I can't begin to enumerate how many misconceptions David Cage has about videogames. Don't get me wrong, awesome technology he's got but it is all a shallow shell.

I'll take Journey's or Shadow of the Colossus' emotionally magnificent gameplay systems and stylized aesthetics any time before the awfully awkward, albeit "realistic" gazillions of poligons in Heavy Rain. It shocks me that he says hes a big fan of thatgamecompany or Team ico, because to me, his approach is the complete opposite (on a side note, neither of those teams are really indie).

Writing, as heavy handed as it is in QD's games, is NOT very good. Indigo Prophecies had probably one of the most convoluted nonsensical and downright silly plots I have ever witnessed. And Although sections of Heavy rain are interesting, as a whole, the writing and direction only rival B grade tv series (thank god the supernatural elements were abandoned). From what I've seen so far from Beyond, it also seems to fall into rather juvenile conventions.
It makes me wonder if maybe Quantic Dream shouldn't be outsourcing more of its work to writers and directors who know what should be portrayed in camera.

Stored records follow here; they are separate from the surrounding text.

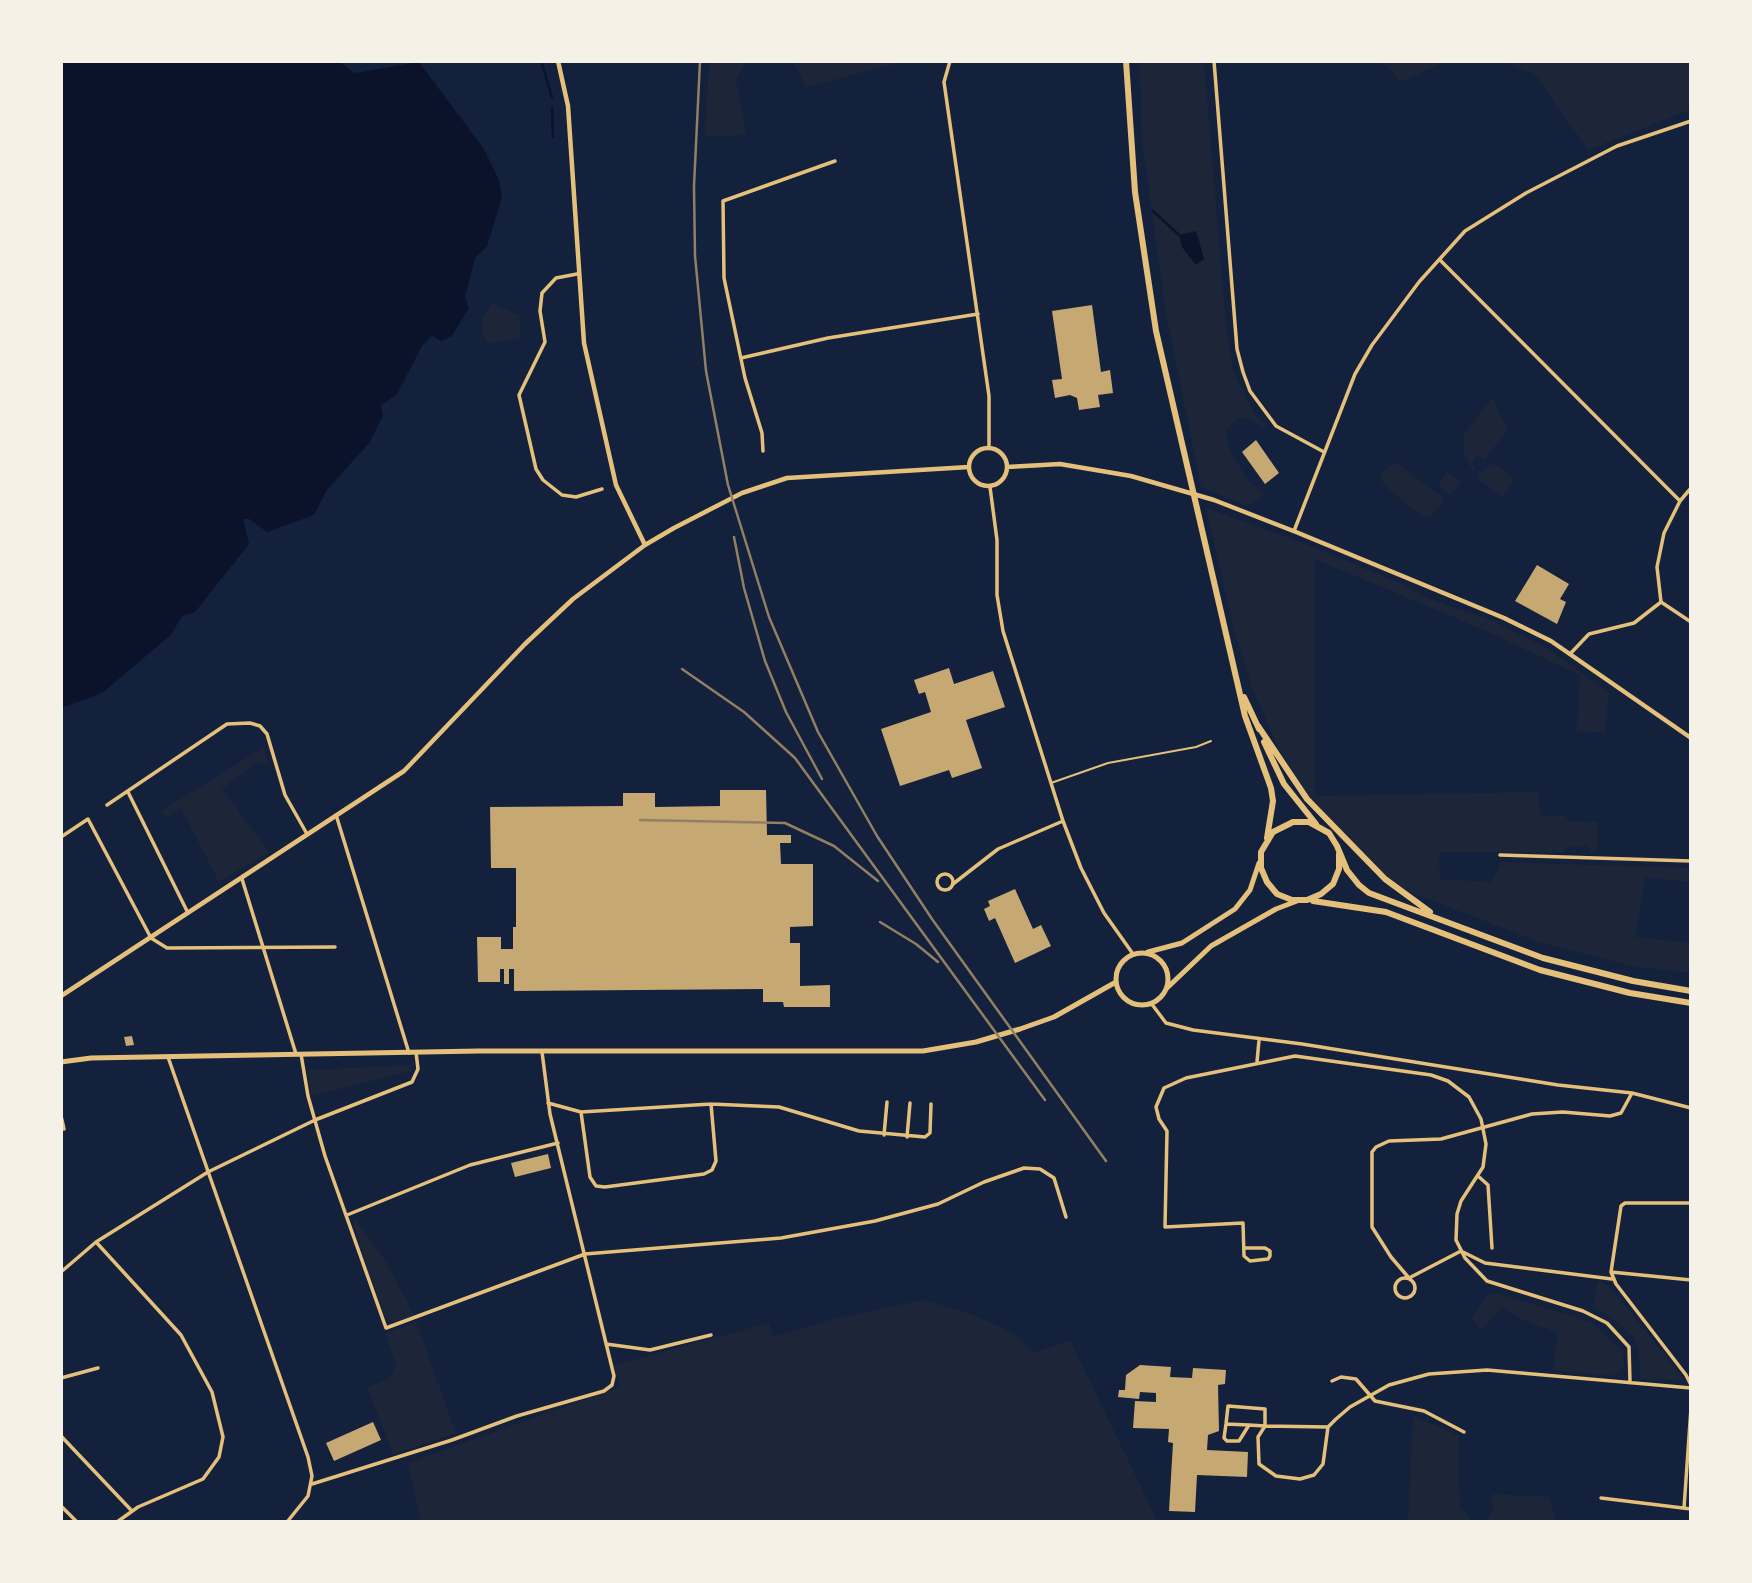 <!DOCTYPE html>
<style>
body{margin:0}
#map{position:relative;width:1752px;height:1583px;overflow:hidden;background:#14213d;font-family:"Exo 2",sans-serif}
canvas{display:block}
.frame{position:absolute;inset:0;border:63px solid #f6f1e7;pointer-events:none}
</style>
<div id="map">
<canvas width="1752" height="1583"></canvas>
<div class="frame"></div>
</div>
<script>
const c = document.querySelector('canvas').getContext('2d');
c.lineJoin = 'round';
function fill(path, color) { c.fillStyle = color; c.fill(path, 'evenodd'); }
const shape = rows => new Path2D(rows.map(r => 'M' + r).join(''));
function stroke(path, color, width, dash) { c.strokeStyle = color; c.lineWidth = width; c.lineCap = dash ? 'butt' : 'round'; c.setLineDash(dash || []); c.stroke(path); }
const green = shape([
 [709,61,756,61,745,63,736,80,746,135,705,137],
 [793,61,907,61,806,87],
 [1139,61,1204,61,1226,327,1233,371,1256,416,1266,424,1265,428,1242,416,1225,430,1231,453,1248,480,1265,495,1247,506,1201,487,1167,318,1157,249,1143,146],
 [1199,235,1202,255,1196,265,1182,247],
 [1361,61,1447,61,1401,82,1386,65],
 [1498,61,1691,61,1691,109,1588,150,1535,74],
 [493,303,520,316,520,339,488,343,482,334,483,317],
 [1492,398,1508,430,1484,460,1477,456,1471,463,1475,469,1473,471,1463,451,1464,434],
 [1395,462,1442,497,1442,504,1431,516,1423,517,1383,484,1381,474],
 [1493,463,1511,476,1513,482,1503,497,1478,479,1478,475],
 [1447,472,1462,482,1450,495,1438,485],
 [1206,508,1298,541,1404,585,1427,598,1493,621,1547,648,1609,692,1605,733,1577,731,1580,675,1484,630,1315,559,1315,796,1539,792,1540,815,1566,816,1568,821,1597,822,1598,850,1591,854,1588,846,1566,847,1564,852,1439,852,1440,879,1492,882,1501,862,1691,868,1691,882,1645,878,1635,937,1691,943,1691,973,1631,966,1541,943,1408,891,1365,862,1329,828,1279,749,1252,687,1235,634],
 [264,747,268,764,255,763,222,789,269,852,219,882,181,808,166,818,161,811],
 [411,1065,411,1071,311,1096,308,1070],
 [355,1218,386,1262,414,1315,396,1322,385,1318,353,1223],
 [1598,1281,1608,1285,1685,1380,1640,1379,1639,1350,1633,1337,1615,1320,1593,1307],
 [1496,1293,1591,1322,1623,1351,1624,1368,1613,1376,1553,1370,1558,1333,1521,1319,1503,1307,1481,1330,1472,1318,1486,1296],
 [922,1300,967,1312,1015,1334,1034,1353,1070,1340,1158,1522,421,1522,408,1463,620,1387,614,1365,769,1323,773,1337,833,1319],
 [416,1322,456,1433,393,1454,367,1388,391,1377,396,1363,385,1334],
 [1413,1416,1458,1435,1460,1506,1473,1522,1408,1522],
 [1491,1494,1549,1497,1556,1522,1486,1522,1494,1508]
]);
const water = shape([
 [61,61,338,61,355,73,419,62,484,149,499,180,502,198,487,246,475,258,465,297,469,308,452,336,441,341,432,336,422,346,397,394,381,405,383,416,369,443,327,490,314,515,267,532,249,519,243,519,249,544,195,612,182,616,171,635,102,693,61,708],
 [1196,231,1204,259,1196,265,1182,247,1179,235]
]);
const stream = shape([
 [541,61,552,97],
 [552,108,553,137],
 [1153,211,1179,235]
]);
const building = shape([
 [1092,305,1101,372,1110,370,1113,393,1098,395,1100,407,1079,410,1077,398,1070,395,1055,398,1052,380,1062,379,1052,311],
 [1256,440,1279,473,1265,484,1242,452],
 [1537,565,1569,584,1560,599,1566,602,1557,624,1515,601],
 [949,668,954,684,993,671,1005,707,966,720,982,768,952,778,949,770,900,786,881,729,931,712,925,692,919,694,914,680],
 [720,790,766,790,767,835,791,835,791,843,780,843,781,864,813,864,813,926,790,927,790,943,800,943,800,986,830,985,830,1007,784,1007,783,1002,763,1002,763,989,514,991,514,969,509,969,509,984,504,984,504,969,500,969,500,982,478,982,477,937,501,937,501,949,513,949,513,927,516,927,516,868,491,868,490,807,623,806,623,793,655,793,655,807,720,806],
 [1015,889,1033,929,1041,925,1051,946,1015,963,995,918,989,921,984,909,990,906,988,901],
 [132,1036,134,1045,126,1046,124,1037],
 [548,1154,551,1168,515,1177,511,1163],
 [1140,1365,1171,1367,1170,1377,1192,1378,1193,1368,1226,1370,1225,1384,1218,1385,1219,1431,1208,1435,1207,1450,1248,1452,1247,1477,1197,1475,1195,1512,1169,1511,1173,1443,1168,1442,1169,1429,1133,1428,1135,1401,1156,1402,1156,1393,1140,1392,1139,1399,1118,1397,1119,1390,1125,1390,1126,1375],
 [373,1422,381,1440,334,1461,326,1443]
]);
const service = shape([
 [1051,783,1108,763,1196,747,1211,741]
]);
const minor = shape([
 [950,61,944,82,989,396,989,448],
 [1214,61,1237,349,1243,372,1250,391,1276,426,1324,452],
 [1440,260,1680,501],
 [577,274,556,278,542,293,540,311,545,342,519,395,536,469,543,480,562,495,576,497,602,489],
 [741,358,828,338,978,314],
 [763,451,762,433,745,378,724,278,723,201,835,161],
 [990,487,997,540,997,595,1003,631,1063,821,1081,868,1104,913,1133,954],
 [1691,488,1680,501,1664,533,1657,567,1661,602,1691,622],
 [1294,531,1355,374,1372,345,1419,282,1465,231,1526,193,1617,146,1691,121],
 [1570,654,1589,634,1634,623,1661,602],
 [128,792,188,913],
 [107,805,227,724,250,723,260,726,267,734,285,795,307,834],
 [337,818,409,1053],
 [61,837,88,819,151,938,167,948,335,947],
 [1500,855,1691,861],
 '937 882a8 8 0 1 1 16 0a8 8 0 1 1-16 0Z',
 [242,879,296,1054],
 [953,884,998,849,1063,821],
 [1151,1003,1166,1023,1193,1030,1302,1044,1558,1085,1632,1093,1691,1108],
 [301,1054,308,1096,325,1156,386,1328,585,1254,781,1238,875,1221,938,1204,984,1182,1024,1168,1040,1169,1054,1178,1066,1217],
 [168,1057,308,1457,312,1476,308,1496,287,1522],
 [1257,1062,1259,1040],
 [548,1103,581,1112,711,1104,779,1107,859,1131,925,1137,930,1133,931,1104],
 [581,1112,590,1177,596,1186,605,1187,704,1174,712,1170,716,1161,711,1104],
 [61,1116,64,1129],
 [884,1135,887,1102],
 [907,1137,910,1103],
 [1478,1176,1488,1185,1492,1248],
 [1691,1203,1625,1203,1621,1206,1611,1272,1616,1284,1686,1375,1691,1385],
 [347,1215,470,1165,558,1143],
 [96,1242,181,1335,212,1392,223,1437,219,1457,203,1479,138,1507,117,1522],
 [1244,1248,1265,1248,1270,1251,1270,1256,1268,1259,1250,1261,1244,1256,1243,1223,1165,1227,1167,1131,1159,1119,1156,1107,1164,1088,1186,1078,1295,1056,1431,1075,1448,1081,1469,1097,1481,1119,1486,1144,1483,1167,1461,1201,1457,1214,1456,1240,1465,1258,1487,1281,1583,1311,1607,1323,1629,1347,1630,1382],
 [1461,1251,1409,1278,1391,1257,1372,1227,1372,1152,1376,1147,1389,1141,1441,1139,1532,1114,1563,1112,1610,1116,1621,1113,1632,1093],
 [1463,1252,1485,1263,1612,1279],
 [61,1272,96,1242,208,1172,315,1120,412,1082,418,1069,416,1052],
 [1611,1272,1691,1280],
 '1395 1288a10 10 0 1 1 20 0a10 10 0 1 1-20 0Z',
 [606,1344,650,1350,711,1335],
 [61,1378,98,1368],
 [1332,1381,1341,1377,1356,1379,1375,1401,1424,1411,1464,1432],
 [1226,1424,1249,1425,1265,1426,1265,1409,1228,1406,1226,1424,1224,1438,1227,1441,1239,1441,1249,1425],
 [1328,1427,1265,1426,1258,1437,1259,1464,1276,1476,1300,1479,1314,1475,1323,1464,1328,1427,1336,1419,1350,1407,1389,1385,1429,1374,1487,1370,1691,1388],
 [61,1436,132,1511],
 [312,1484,452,1440,517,1416,604,1391,612,1385,614,1376,550,1114,542,1052],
 [1601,1498,1691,1509],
 [61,1506,77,1522],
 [1684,1508,1691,1408]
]);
const tertiary = shape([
 [558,61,568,106,584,343,616,485,645,545],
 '969 467a19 19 0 1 1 38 0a19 19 0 1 1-38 0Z',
 [1007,467,1060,464,1131,476,1214,500,1296,532,1504,618,1551,641,1691,738],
 [61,996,404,771,525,644,573,599,645,545,674,528,742,493,787,478,969,467]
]);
const secondary = shape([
 [1148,952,1182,943,1235,909,1250,890,1259,863],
 '1116 979a26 26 0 1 1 52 0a26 26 0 1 1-52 0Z',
 [1167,988,1211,946,1276,909,1297,901],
 [61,1062,91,1058,479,1051,923,1051,976,1042,1020,1029,1054,1017,1116,982]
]);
const trunk = shape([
 [1126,61,1135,192,1156,331,1245,716,1271,788,1273,801,1267,838],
 [1244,697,1259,729],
 [1258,726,1307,799,1385,879,1430,912],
 [1264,742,1284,784,1316,824],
 [1339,854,1339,869,1333,884,1321,894,1307,900,1292,900,1277,894,1267,882,1261,868,1261,852,1273,832,1293,822,1309,822,1329,833,1337,846,1347,870,1359,885,1369,893,1543,958,1633,981,1691,991],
 [1313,901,1386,912,1540,970,1630,993,1691,1003]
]);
const rail = shape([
 [700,61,694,186,695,256,706,371,728,485,769,617,818,732,877,836,932,919,1106,1161],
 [734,537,744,588,765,661,786,712,822,779],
 [682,669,744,712,795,758,1045,1100],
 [640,820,785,823,834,846,878,881],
 [880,922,916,944,938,962]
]);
fill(green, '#1d2539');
fill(water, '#0b132b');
stroke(stream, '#0b132b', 2.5);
fill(building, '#c6a872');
stroke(service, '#e5c07b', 2);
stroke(minor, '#e5c07b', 3.5);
stroke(tertiary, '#e5c07b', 4.5);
stroke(secondary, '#e5c07b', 5);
stroke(trunk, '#e5c07b', 6);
stroke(rail, '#918062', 2.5);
</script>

Also, it seems to me that as interesting and "innovative" as his technological endeavours are, QDs games are basically point and click games with a really impressive layer of makeup on, they tend to forget the wholistic experiential design of games. Improvement and advancement is not solely based on how good the game looks or how faithfully the emotional depiction of a face can be accomplished.

I do find his observations on female characters interesting. It is true, that we often rely on male characters who fit in rather standardized roles and situations. While it seems more acceptable for female characters to have a wider emotional range. This also makes me think of japanese games and their often overloaded emotional charge even in male characters that is also a bit different and interesting. However, his gender politics are a bit skewed, and it seems he cant even concieve a woman playing his game because she wants to, and not because "her husband is playing".

I suppose his merit there is making the game appealing to an external viewer, not player, but that is also the problem... Don't get me wrong, I am not in a crusade against cutscenes, I think good games know when to rely on the tools they have, be it fully player controlled or not. But I often wonder if some of Heavy Rain's Quick time events wouldn't just work better as cutscenes or on the other hand, as fully controlable sections. It's NOT about how many cutscenes there are, its about how engaging for the player the whole experience is: The driving section in Heavy Rain IS like Dragon's Lair, it is not remotely engaging, I would much prefer to actually "Drive", and this twitch cutscene watching pulls me out of the experience.

As an example, in one of the latest videos from Beyond, we were shown how you can walk up to a sniper and "possess" him. But you can only possess specific targets, and once in the shoes of the sniper, you can only shoot at the story target on the exact required moment. Why? Why flirt with the variety of options if you are going to deny yourself and the player the ability to pursue them?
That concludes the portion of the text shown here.